Kaczmarek po wygranym 1:0 sparingu z juniorami KSZO Ostrowiec: postaram dać z siebie „maxa”

SERWIS LYSICABODZENTYN.FUTBOLOWO.PL: Przejście z ŁKS-u Łagów do klubu, który miniony sezon zakończył na 5. miejscu w tabeli III ligi małopolsko-świętokrzyskiej to sportowy awans. Długo zastanawiałeś się nad propozycją z Łysicy?

ŁUKASZ KACZMAREK, POMOCNIK ŁYSICY: - Przed końcem rundy wiosennej pojawiła się propozycja z Partyzanta Radoszyce, świeżo upieczonego beniaminka tych rozgrywek. Byłem z tym klubem praktycznie dogadany. Telefon od trenera Arkadiusza Bilskiego zmienił jednak wszystko. Przedstawił mi wstępną ofertę, na którą po krótkim namyśle się zdecydowałem. Ostatecznie, do zmiany barw klubowych przekonała mnie rozmowa z prezesem Stanisławem Kucałą.

Zadanie jakie przed tobą postawi nowy szkoleniowiec łatwe nie będzie. Zastąpić Dariusza Kozubka (został grającym trenerem Spartakusa Daleszyce – przyp.red.) na lewej stronie defensywy będzie ciężko?

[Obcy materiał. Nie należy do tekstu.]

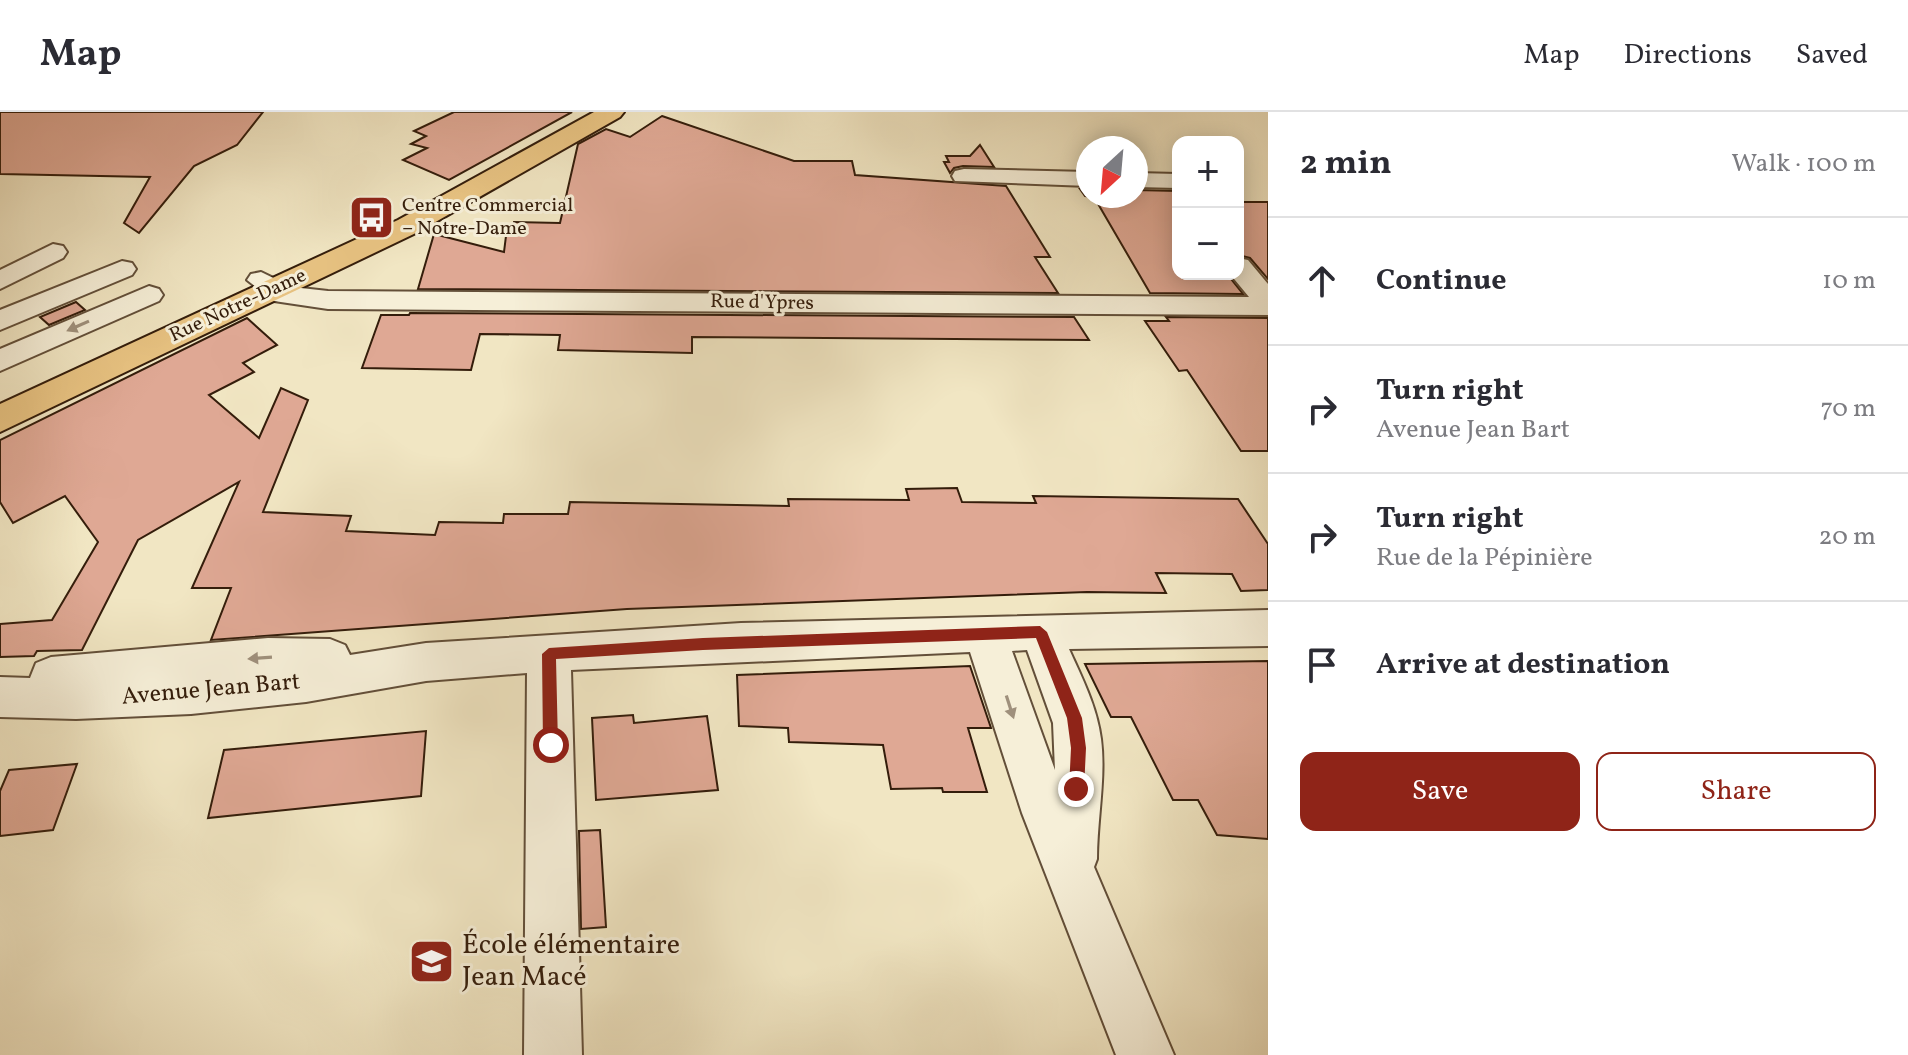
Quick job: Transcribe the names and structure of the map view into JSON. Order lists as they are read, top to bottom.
{
  "streets": {
    "main road": ["Rue Notre-Dame"],
    "street": ["Rue d'Ypres", "Avenue Jean Bart"]
  },
  "crossings": [
    ["Rue d'Ypres", "Rue Notre-Dame"]
  ],
  "places": {
    "bus stop": ["Centre Commercial – Notre-Dame"],
    "school or university": ["École élémentaire Jean Macé"]
  },
  "north": "bottom left",
  "page": {
    "header": "Map",
    "nav": ["Map", "Directions", "Saved"],
    "heading": ["2 min", "Walk · 100 m"],
    "map_buttons": ["+", "−"],
    "list": [
      ["Continue", "10 m"],
      ["Turn right", "Avenue Jean Bart", "70 m"],
      ["Turn right", "Rue de la Pépinière", "20 m"],
      "Arrive at destination"
    ],
    "buttons": ["Save", "Share"]
  }
}
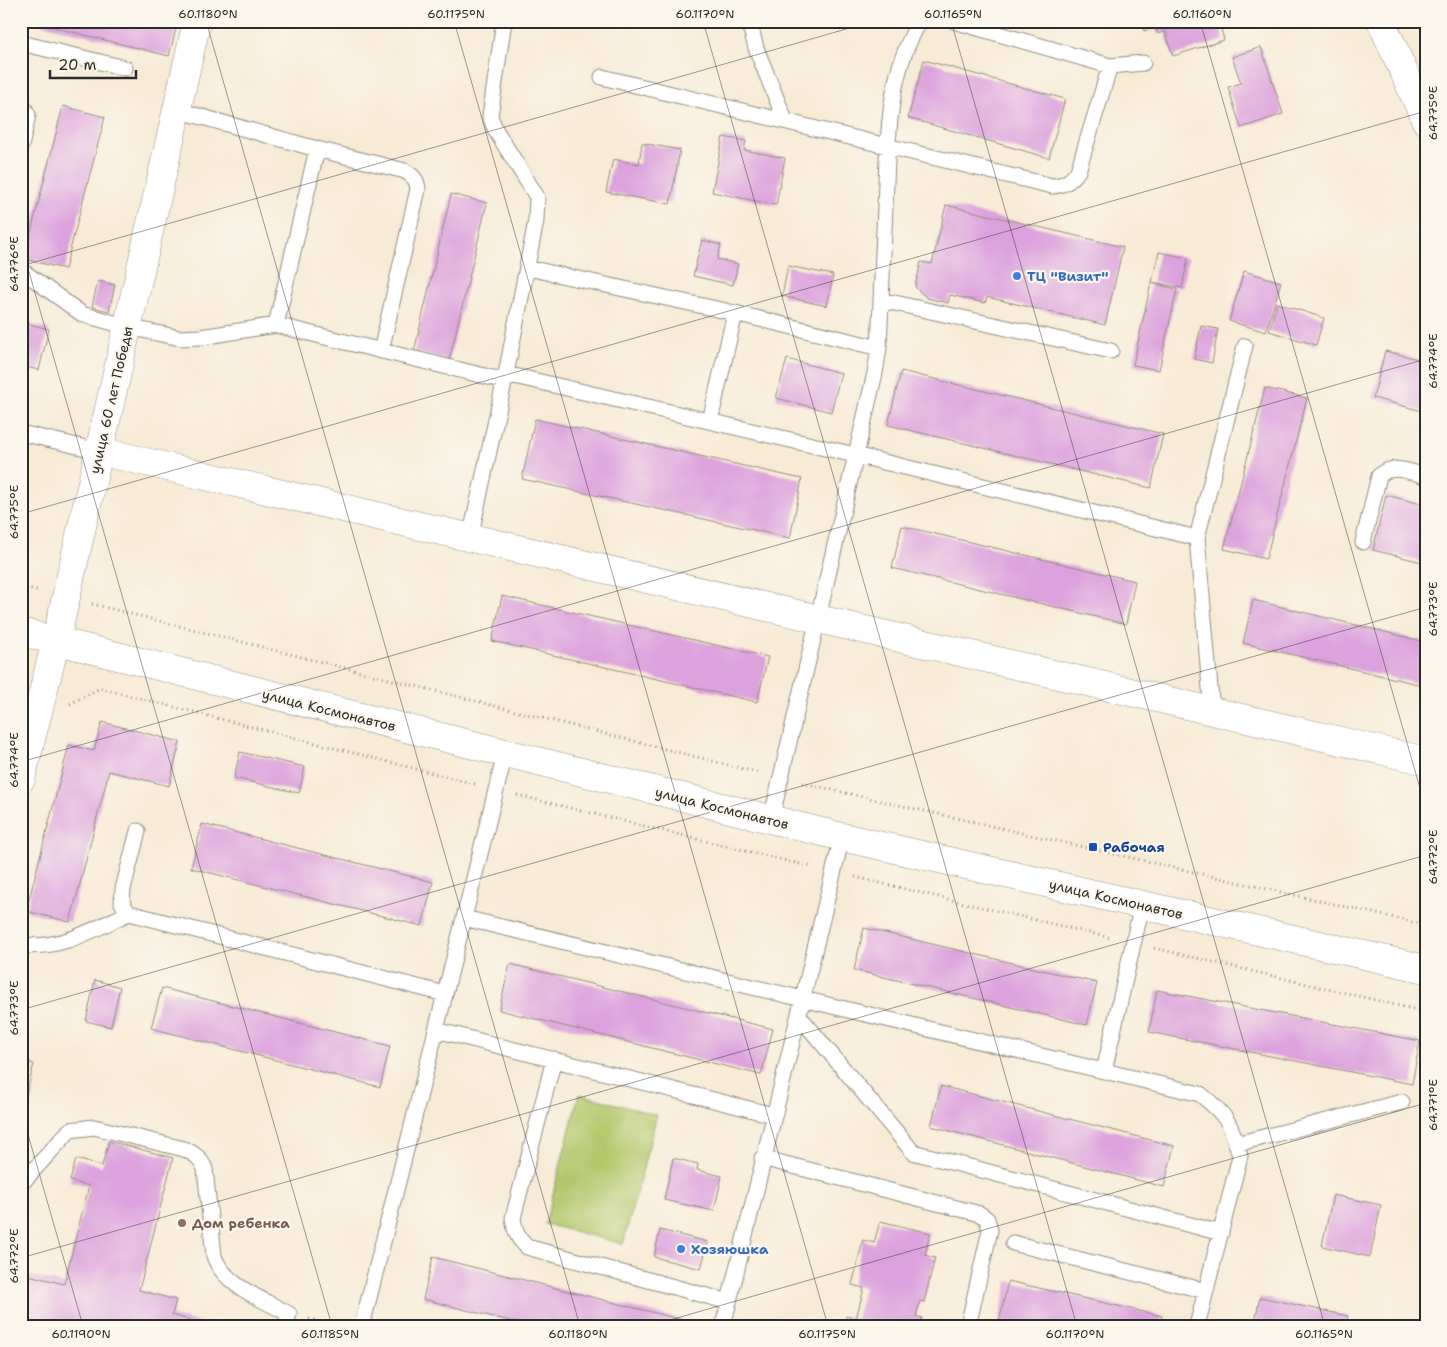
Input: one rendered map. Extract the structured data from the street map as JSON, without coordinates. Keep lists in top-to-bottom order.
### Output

- Darek to klasa sama w sobie. Zawiesił poprzeczkę wysoko i na pewno nie łatwo będzie wspiąć się na poziom, na jakim grał mimo swojego zaawansowanego wieku. Postaram się wypełnić lukę na lewej stronie, jaka powstała po jego odejściu. Mam nadzieję, że podołam zadaniu, a trener będzie mi dawał szansę gry w wyjściowej jedenastce. Postaram się dać z siebie maxa, tak jak każdy z kibiców będzie ode mnie tego oczekiwał. Konkurencja nie śpi, bo po lewej stronie boiska z powodzeniem może grać Krystian Płusa. Nie ma różnicy na jakiej pozycji wystawi mnie szkoleniowiec.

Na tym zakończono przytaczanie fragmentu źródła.